There’s sections throughout all the children which briefly discuss stopping stimming, taking away or losing objects that the child uses to stim with, discouraging children from talking about their special interests, and ways to get children to make eye contact (basically the child can’t have what they want without eye contact). Additionally, not only did all these children achieve “best outcome status”, but after the therapy almost all of them were top of their class and far superior to their peers in terms of academics and extra-curricular activities. I’m certainly not saying it’s impossible, all autistic people are different and will achieve different things, but it just seems so convenient that not only did these children “recover” from their autism but most of them are now also surpassing their peers in every way.

There is a final chapter where there’s two segments criticising “typical classroom methods”, followed by some more writing on how wonderful Lovaas is and then we finally get to read an in-depth description of an activity, entitled the “Get Me Game”, which is basically a game of fetch that can then be developed in a variety of ways which are discussed and outlined for the reader.

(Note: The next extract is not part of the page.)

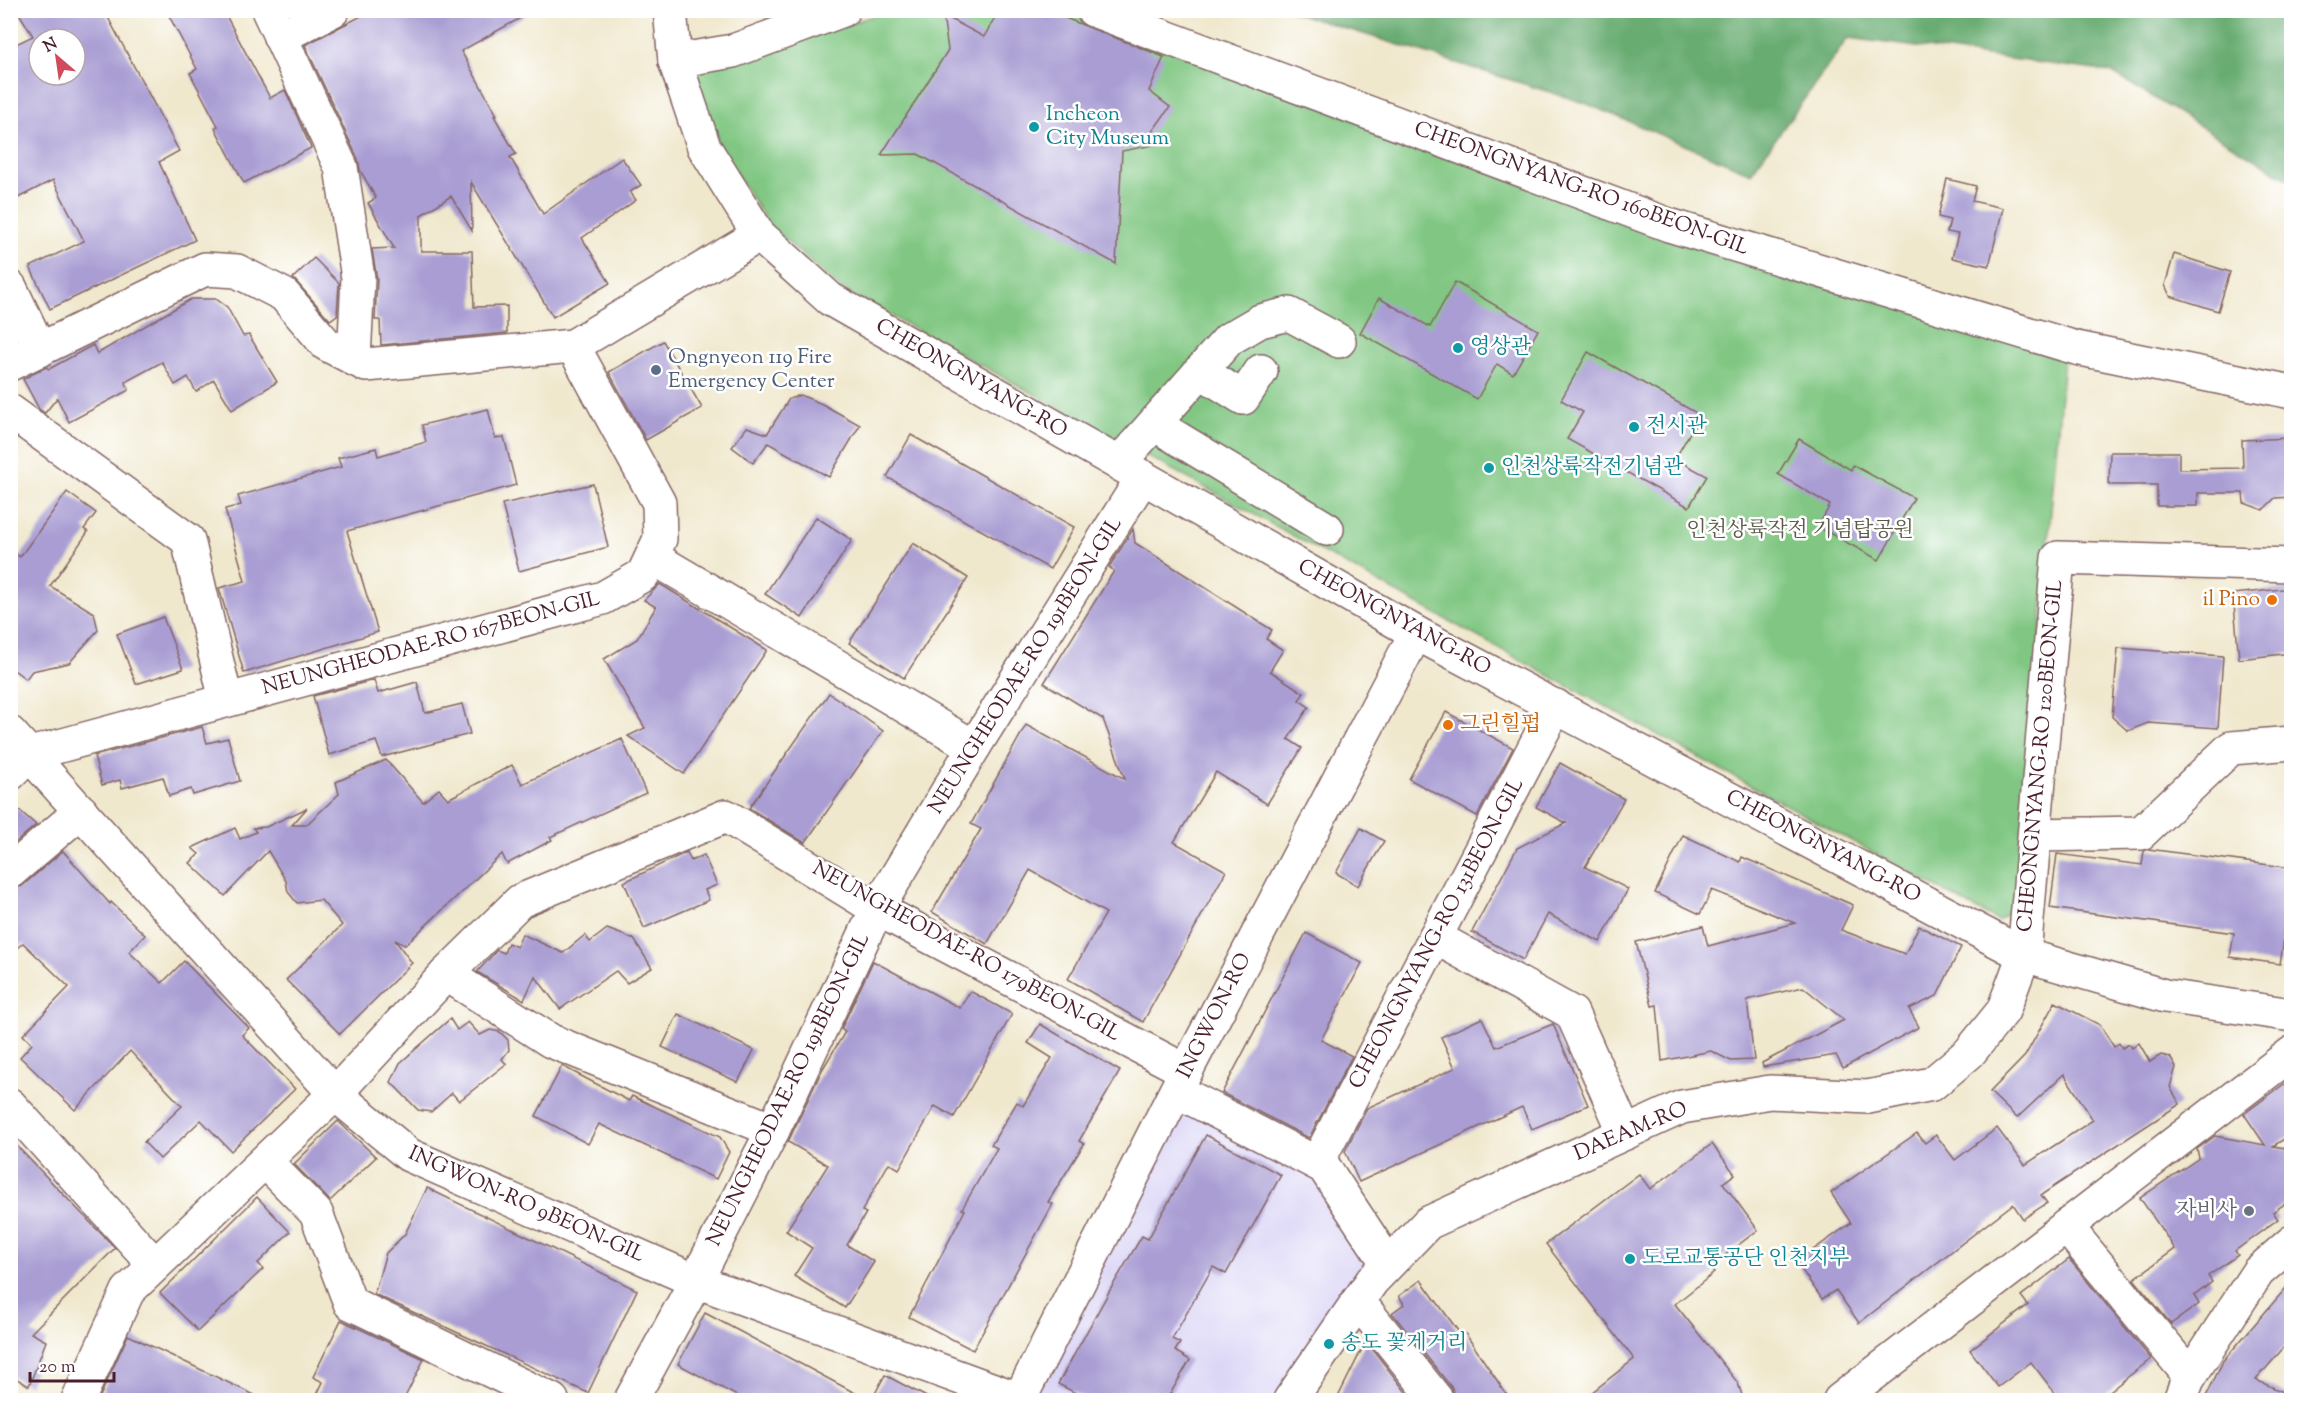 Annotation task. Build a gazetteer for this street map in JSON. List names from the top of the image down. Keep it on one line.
{"streets":{"street":["CHEONGNYANG-RO 160BEON-GIL","CHEONGNYANG-RO","NEUNGHEODAE-RO 167BEON-GIL","NEUNGHEODAE-RO 191BEON-GIL","CHEONGNYANG-RO 120BEON-GIL","CHEONGNYANG-RO 131BEON-GIL","NEUNGHEODAE-RO 179BEON-GIL","INGWON-RO","DAEAM-RO","INGWON-RO 9BEON-GIL"]},"crossings":[["CHEONGNYANG-RO","NEUNGHEODAE-RO 191BEON-GIL"],["CHEONGNYANG-RO","CHEONGNYANG-RO 120BEON-GIL"],["CHEONGNYANG-RO","CHEONGNYANG-RO 131BEON-GIL"],["CHEONGNYANG-RO","INGWON-RO"],["CHEONGNYANG-RO","DAEAM-RO"],["NEUNGHEODAE-RO 167BEON-GIL","INGWON-RO 9BEON-GIL"],["NEUNGHEODAE-RO 191BEON-GIL","NEUNGHEODAE-RO 179BEON-GIL"],["NEUNGHEODAE-RO 191BEON-GIL","INGWON-RO 9BEON-GIL"],["CHEONGNYANG-RO 120BEON-GIL","DAEAM-RO"],["CHEONGNYANG-RO 131BEON-GIL","NEUNGHEODAE-RO 179BEON-GIL"],["NEUNGHEODAE-RO 179BEON-GIL","INGWON-RO"],["NEUNGHEODAE-RO 179BEON-GIL","INGWON-RO 9BEON-GIL"],["INGWON-RO","INGWON-RO 9BEON-GIL"]],"parks":["인천상륙작전 기념탑공원"],"places":["Incheon City Museum","영상관","Ongnyeon 119 Fire Emergency Center","전시관","인천상륙작전기념관","il Pino","그린힐펍","자비사","도로교통공단 인천지부","송도 꽃게거리"],"scale_bar":"20 m","north":"top left"}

I would liked to have gotten some insight into how a full ABA program was carried out, to have read about the different activities and strategies that they used, but instead this book is mostly a padded out list of children’s achievements as a result of ABA therapy, with a whole bunch of statistics thrown in for good measure to show just how many months each child advanced in each area tested.


Is it worth reading?

If you like ABA then you will probably love this book since it’s basically seven accounts of how wonderful ABA was for these children. If you don’t like ABA then this book will do nothing to change your mind. If you want to learn about ABA then this book is basically useless because it doesn’t actually tell you anything of real depth about ABA. Depending on which category you fall into will determine whether it’s worth buying.


References

Lovaas I. O. (1987) Behavioral treatment and normal educational and intellectual functioning in young autistic children. Journal of Consulting and Clinical Psychology. 55(1):3–9.